[Saved entries]

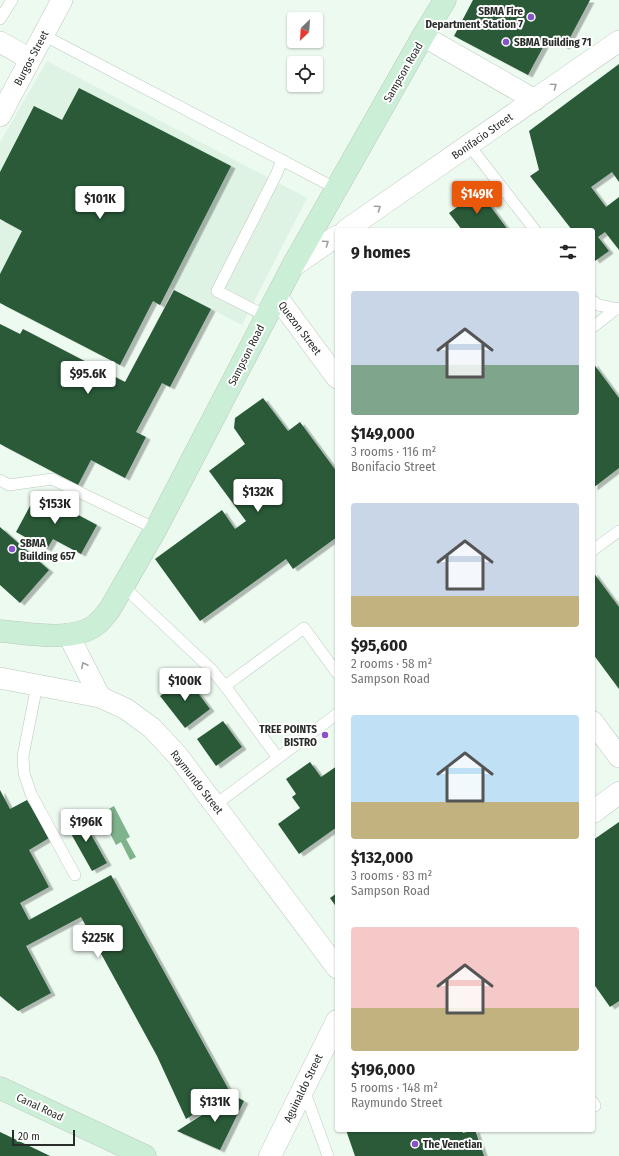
<!DOCTYPE html>
<html lang="en">
<head>
<meta charset="utf-8">
<style>
	:root { --surface:#fff; --page:#f2f2f2; --text:#222; --muted:#767676; --accent:#ea580c }
	body { margin:0; font-family:"Fira Sans Condensed",sans-serif; background:var(--page); color:var(--text); height:100vh; display:flex; flex-direction:column; font-size:15px; white-space:nowrap }
	* { box-sizing:border-box; margin:0 }
	p { font-size:13px; color:var(--muted) }
	.icon { flex:none; width:22px; height:22px; fill:none; stroke:currentColor; stroke-width:2; stroke-linecap:round; stroke-linejoin:round }
	.map { position:relative; flex:1; overflow:hidden }
	.panel { position:absolute; left:335px; top:228px; width:260px; height:904px; display:flex; flex-direction:column; background:var(--surface); border-radius:4px; box-shadow:0 1px 3px #0004 }
	.panel>* { flex:none }
	.needle { width:26px; rotate:205deg }
	.controls { position:absolute; left:287px; top:12px; display:grid; gap:8px }
	.controls a { display:grid; place-items:center; width:36px; height:36px; border-radius:4px; background:var(--surface); box-shadow:0 1px 3px #0004; font-size:20px }
	.scale { position:absolute; left:12px; bottom:10px; width:63px; box-sizing:border-box; padding-left:4px; border:2px solid #282d29; border-top:0; font-size:11px; line-height:14px; white-space:nowrap; color:#282d29; -webkit-text-stroke:3px #fff; paint-order:stroke }
	.price { position:absolute; translate:-50% -34px; padding:0 9px; border-radius:4px; background:#fff; color:#222; font-size:13px; line-height:26px; filter:drop-shadow(0 1px 2px #0008) }
	.price::after { content:''; position:absolute; left:50%; top:24px; width:12px; height:9px; margin-left:-6px; background:inherit; clip-path:polygon(0 0,100% 0,50% 100%) }
	.price.on { background:var(--accent); color:#fff }
	ul { padding:0; list-style:none }
	li { display:grid; align-content:center; gap:8px; height:212px; padding:0 16px }
	li span { display:grid; place-items:center; height:124px; border-radius:4px; color:#555 }
	li>.icon { margin-inline-start:auto }
	span .icon { width:72px; height:72px; fill:#fffc; stroke-width:1 }
	li b { font-size:17px }
	h2 { display:flex; justify-content:space-between; align-items:center; height:48px; padding:0 16px; font-size:17px }
	.map>svg:first-child { display:block }
	.built { fill:#def3e3 }
	.water { fill:#7fb38c }
	.building { fill:#295a38; filter:url(#shadow) }
	.lines { fill:none; stroke-linecap:round; stroke-linejoin:round }
	.service-casing { stroke:#bbc8be; stroke-width:12 }
	.minor-casing { stroke:#bbc8be; stroke-width:22 }
	.tertiary-casing { stroke:#bbc8be; stroke-width:23 }
	.secondary-casing { stroke:#bbc8be; stroke-width:23 }
	.service { stroke:#fff; stroke-width:11 }
	.minor { stroke:#fff; stroke-width:21 }
	.tertiary { stroke:#fff; stroke-width:22 }
	.secondary { stroke:#cbeed7; stroke-width:22 }
	.oneway { stroke:#9ea09f }
	.poi-dot { fill:#8852c9; stroke:#fff; stroke-width:1.5 }
	.labels { text-anchor:middle; stroke-width:4; stroke-linejoin:round; paint-order:stroke }
	.poi-label { font-size:11px; font-weight:bold; fill:#282d29; stroke:#fff; text-anchor:start }
	.street-label { font-size:11px; fill:#282d29; stroke:#fff }
</style>
</head>
<body>
<div class="map">
<svg width="619" height="1156" viewBox="0 0 619 1156">
	<defs>
		<filter id="shadow"><feDropShadow dx="4.5" dy="2.5" stdDeviation="0" flood-color="#0004"/></filter>
	</defs>
	<rect width="100%" height="100%" fill="#edfaf0"/>
	<polygon class="built" points="47,61 307,198 242,325 169,287 160,305 153,301 120,365 0,303 0,142"/>
	<polygon class="water" points="114,806 130,837 126,839 136,857 130,860 121,842 116,845 100,814"/>
	<g class="building">
		<polygon points="473,0 590,0 565,47 548,38 528,75 454,36"/>
		<polygon points="619,64 619,182 612,172 591,187 606,207 619,197 619,250 605,232 598,237 609,251 595,261 593,258 593,230 572,230 530,176 539,170 529,131"/>
		<polygon points="79,88 231,166 160,305 153,301 120,365 0,303 0,274 22,231 0,219 0,172 34,106 62,120"/>
		<polygon points="479,191 508,230 462,230 449,213"/>
		<polygon points="174,290 211,309 170,387 162,383 136,432 146,437 125,478 91,460 78,485 0,444 0,324 20,334 23,329 125,382"/>
		<polygon points="593,363 619,398 619,468 593,488"/>
		<polygon points="263,398 288,431 300,422 337,472 337,537 293,569 286,559 200,621 155,559 222,510 235,529 246,521 209,471 245,444 234,428 235,418"/>
		<polygon points="37,493 97,525 81,554 53,539 47,549 16,532"/>
		<polygon points="0,527 49,570 20,603 0,585"/>
		<polygon points="593,572 619,607 619,689 593,654"/>
		<polygon points="186,677 210,709 185,728 160,696"/>
		<polygon points="223,721 242,747 216,766 197,739"/>
		<polygon points="310,762 321,777 337,766 337,827 299,854 278,824 300,808 292,797 296,794 286,779"/>
		<polygon points="0,790 10,809 27,800 49,838 29,850 49,887 20,903 29,920 111,875 230,1092 186,1119 157,1056 81,917 26,946 51,993 18,1011 0,996"/>
		<polygon points="80,815 107,863 92,871 65,823"/>
		<polygon points="619,822 619,1001 610,1007 593,983 593,840"/>
		<polygon points="337,893 337,908 330,898"/>
		<polygon points="233,1095 244,1101 220,1150 177,1131"/>
		<polygon points="346,1130 461,1130 463,1133 475,1130 484,1156 355,1156"/>
		<polygon points="0,1132 50,1156 0,1156"/>
	</g>
	<g class="lines">
		<defs>
			<g id="service">
				<polyline points="0,19 12,0"/>
				<polyline points="43,35 337,189"/>
				<polyline points="469,145 535,230"/>
				<polyline points="593,301 598,305 619,309"/>
				<polyline points="266,316 217,291 276,175 282,160"/>
				<polyline points="593,327 617,308"/>
				<polyline points="0,480 9,485 52,479 156,529"/>
				<polyline points="593,550 619,531"/>
				<polyline points="124,587 212,670 225,686 278,758"/>
				<polyline points="37,685 23,756 24,773 31,794 75,875"/>
				<polyline points="225,686 304,628 337,673"/>
				<polyline points="215,805 337,714"/>
				<polyline points="304,1090 328,1156"/>
				<polyline points="593,1102 595,1106"/>
			</g>
			<g id="minor">
				<polyline points="423,36 535,100"/>
				<polyline points="0,42 30,59"/>
				<polyline points="0,116 62,0"/>
				<polyline points="346,230 619,41"/>
				<polyline points="292,267 337,236"/>
				<polyline points="277,297 337,378"/>
				<polyline points="68,634 100,697"/>
				<polyline points="0,678 100,697 126,709 152,728 178,756 337,968"/>
				<polyline points="593,722 619,757"/>
			</g>
			<g id="tertiary">
				<polyline points="593,812 619,793"/>
				<polyline points="270,1156 337,1021"/>
			</g>
			<g id="secondary">
				<path d="M0 631C27 633 68 642 93 627 100 622 105 616 110 609L156 529 292 267 423 36 445 0"/>
				<polyline points="0,1088 145,1156"/>
			</g>
		</defs>
		<use href="#service" class="service-casing"/>
		<use href="#minor" class="minor-casing"/>
		<use href="#tertiary" class="tertiary-casing"/>
		<use href="#secondary" class="secondary-casing"/>
		<use href="#service" class="service"/>
		<use href="#minor" class="minor"/>
		<use href="#tertiary" class="tertiary"/>
		<use href="#secondary" class="secondary"/>
	</g>
	<defs><path id="oneway-chevron" d="M-2-3.5L2.5 0L-2 3.5" fill="none" stroke-width="1.6" stroke-linecap="round" stroke-linejoin="round"/></defs>
	<g class="oneway">
		<use href="#oneway-chevron" transform="translate(554 86) rotate(-35)"/>
		<use href="#oneway-chevron" transform="translate(378 208) rotate(-35)"/>
		<use href="#oneway-chevron" transform="translate(326 243) rotate(-35)"/>
		<use href="#oneway-chevron" transform="translate(84 665) rotate(-117)"/>
	</g>
	<g class="poi-dot">
		<circle cx="531" cy="17" r="4"/>
		<circle cx="506" cy="42" r="4"/>
		<circle cx="12" cy="549" r="4"/>
		<circle cx="325" cy="735" r="4"/>
		<circle cx="415" cy="1144" r="4"/>
	</g>
	<g class="labels">
		<g class="poi-label">
			<text x="523" y="15" text-anchor="end">SBMA Fire<tspan x="523" dy="13">Department Station 7</tspan></text>
			<text x="514" y="46">SBMA Building 71</text>
			<text x="20" y="547">SBMA<tspan x="20" dy="13">Building 657</tspan></text>
			<text x="317" y="733" text-anchor="end">TREE POINTS<tspan x="317" dy="13">BISTRO</tspan></text>
			<text x="423" y="1148">The Venetian</text>
		</g>
		<g class="street-label">
			<text transform="translate(31 58) rotate(-62)" y="4">Burgos Street</text>
			<text transform="translate(403 72) rotate(-60)" y="4">Sampson Road</text>
			<text transform="translate(482 136) rotate(-35)" y="4">Bonifacio Street</text>
			<text transform="translate(300 328) rotate(53)" y="4">Quezon Street</text>
			<text transform="translate(246 355) rotate(-63)" y="4">Sampson Road</text>
			<text transform="translate(197 782) rotate(52)" y="4">Raymundo Street</text>
			<text transform="translate(303 1088) rotate(-64)" y="4">Aguinaldo Street</text>
			<text transform="translate(40 1107) rotate(25)" y="4">Canal Road</text>
		</g>
	</g>
</svg>
<div class="controls">
<a><svg class="needle" viewBox="-14 -14 28 28"><path d="M0-13l5 13h-10z" fill="#e53935"/><path d="M0 13l5-13h-10z" fill="#767676"/></svg></a>
<a><svg class="icon" aria-label="locate" viewBox="0 0 24 24"><circle cx="12" cy="12" r="6"/><path d="M12 2v4M12 18v4M2 12h4M18 12h4"/></svg></a>
</div>
<div class="scale">20 m</div>
<b class="price on" style="left:477px;top:215px">$149K</b>
<b class="price" style="left:100px;top:220px">$101K</b>
<b class="price" style="left:88px;top:395px">$95.6K</b>
<b class="price" style="left:258px;top:513px">$132K</b>
<b class="price" style="left:55px;top:525px">$153K</b>
<b class="price" style="left:185px;top:702px">$100K</b>
<b class="price" style="left:86px;top:843px">$196K</b>
<b class="price" style="left:98px;top:959px">$225K</b>
<b class="price" style="left:215px;top:1123px">$131K</b>
<section class="panel">
<h2>9 homes<svg class="icon" aria-label="filters" viewBox="0 0 24 24"><path d="M4 7h16M4 17h16"/><circle cx="9" cy="7" r="2"/><circle cx="15" cy="17" r="2"/></svg></h2>
<ul>
<li><span style="background:linear-gradient(#c9d6e8 60%,#7fa58c 0)"><svg class="icon" aria-label="home" viewBox="0 0 24 24"><path d="M3 11l9-7 9 7M6 9v11h12V9"/></svg></span><div><b>$149,000</b><p>3 rooms · 116 m²</p><p>Bonifacio Street</p></div></li>
<li><span style="background:linear-gradient(#c9d6e8 75%,#c2b280 0)"><svg class="icon" aria-label="home" viewBox="0 0 24 24"><path d="M3 11l9-7 9 7M6 9v11h12V9"/></svg></span><div><b>$95,600</b><p>2 rooms · 58 m²</p><p>Sampson Road</p></div></li>
<li><span style="background:linear-gradient(#bfe0f5 70%,#c2b280 0)"><svg class="icon" aria-label="home" viewBox="0 0 24 24"><path d="M3 11l9-7 9 7M6 9v11h12V9"/></svg></span><div><b>$132,000</b><p>3 rooms · 83 m²</p><p>Sampson Road</p></div></li>
<li><span style="background:linear-gradient(#f6c9c9 65%,#c2b280 0)"><svg class="icon" aria-label="home" viewBox="0 0 24 24"><path d="M3 11l9-7 9 7M6 9v11h12V9"/></svg></span><div><b>$196,000</b><p>5 rooms · 148 m²</p><p>Raymundo Street</p></div></li>
</ul>
</section>
</div>
</body>
</html>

WHAT YOU WILL DO> Note down each line above where the word "start" occurs.

SOLUTION TO THIS PROBLEM>
	li>.icon { margin-inline-start:auto }
	.poi-label { font-size:11px; font-weight:bold; fill:#282d29; stroke:#fff; text-anchor:start }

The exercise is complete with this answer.